I have been deploying apps to Kubernetes for the last 2 years. And in my org, all our apps(especially stateless) are running in Kubernetes. I still have a fundamental question, just because very recently we found some issues with respect to our few python apps.
Initially when we deployed, our python apps(Written in Flask and Django), we ran it using python app.py. It's known that, because of GIL, python really doesn't have support for system threads, and it will only serve one request at a time, but in case the one request is CPU heavy, it will not be able to process further requests. This is causing sometimes the health API to not work. We have observed that, at this moment, if there is a single request which is not IO and doing some operation, we will hold the CPU and cannot process another request in parallel. And since it's only doing fewer operations, we have observed there is no increase in the CPU utilization also. This has an impact on how HorizontalPodAutoscaler works, its unable to scale the pods.
Because of this, we started using uWSGI in our pods. So basically uWSGI can run multiple pods under the hood and handle multiple requests in parallel, and automatically spin new processes on demand. But here comes another problem, that we have seen, uwsgi is lacking speed in auto-scaling the process tocorrected serve the request and its causing HTTP 503 errors, Because of this we are unable to serve our few APIs in 100% availability.
At the same time our all other apps, written in nodejs, java and golang, is giving 100% availability.
I am looking at what is the best way by which I can run a python app in 100%(99.99) availability in Kubernetes, with the following
Having health API and liveness API served by the app
An app running in Kubernetes
If possible without uwsgi(Single process per pod is the fundamental docker concept)

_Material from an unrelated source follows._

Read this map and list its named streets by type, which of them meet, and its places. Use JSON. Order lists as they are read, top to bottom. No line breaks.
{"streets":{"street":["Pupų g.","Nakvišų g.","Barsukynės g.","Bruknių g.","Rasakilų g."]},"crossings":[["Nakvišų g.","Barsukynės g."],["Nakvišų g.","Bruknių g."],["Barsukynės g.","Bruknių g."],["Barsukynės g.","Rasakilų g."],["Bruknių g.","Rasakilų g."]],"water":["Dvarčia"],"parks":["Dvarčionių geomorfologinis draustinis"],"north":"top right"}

If with uwsgi, are there any specific config we can apply for k8s env
We use Twisted's WSGI server with 30 threads and it's been solid for our Django application. Keeps to a single process per pod model which more closely matches Kubernetes' expectations, as you mentioned. Yes, the GIL means only one of those 30 threads can be running Python code at time, but as with most webapps, most of those threads are blocked on I/O (usually waiting for a response from the database) the vast majority of the time. Then run multiple replicas on top of that both for redundancy and to give you true concurrency at whatever level you need (we usually use 4-8 depending on the site traffic, some big ones are up to 16).
I have exactly the same problem with a python deployment running the Flask application. Most api calls are handled in a matter of seconds, but there are some cpu intensive requests that acquire GIL for 2 minutes.... The pod keep accepting requests, ignores the configured timeouts, ignores a closed connection by the user; then after 1 minute of liveness probes failing, the pod is restarted by kubelet.
So 1 fat request can dramatically drop the availability.
I see two different solutions:
have a separate deployment that will host only long running api calls; configure ingress to route requests between these two deployments;
using multiprocessing handle liveness/readyness probes in a main process, every other request must be handled in the child process;
There are pros and cons for each solution, maybe I will need a combination of both. Also if I need a steady flow of prometheus metrics, I might need to create a proxy server on the application layer (1 more container on the same pod). Also need to configure ingress to have a single upstream connection to python pods, so that long running request will be queued, whereas short ones will be processed concurrently (yep, python, concurrency, good joke). Not sure tho it will scale well with HPA.
So yeah, running production ready python rest api server on kubernetes is not a piece of cake. Go and java have a much better ecosystem for microservice applications.
PS
here is a good article that shows that there is no need to run your app in kubernetes with WSGI
https://techblog.appnexus.com/beyond-hello-world-modern-asynchronous-python-in-kubernetes-f2c4ecd4a38d
PPS
Im considering to use prometheus exporter for flask. Looks better than running a python client in a separate thread;
https://github.com/rycus86/prometheus_flask_exporter
Related
I built an real-time collaboration application with Prosemirror that uses a centralised operational transform algorithm (described here by Marijn Haverbeke) with a Python server using Django Channels with prosemirror-py as the central point.
The server creates a DocumentInstance for every document users are collaborating on, keeps it in memory and occasionally stores it in a Redis database. As long as there is only one Dyno, all requests are routed there. Then the server looks up the instance the request belongs to and updates it.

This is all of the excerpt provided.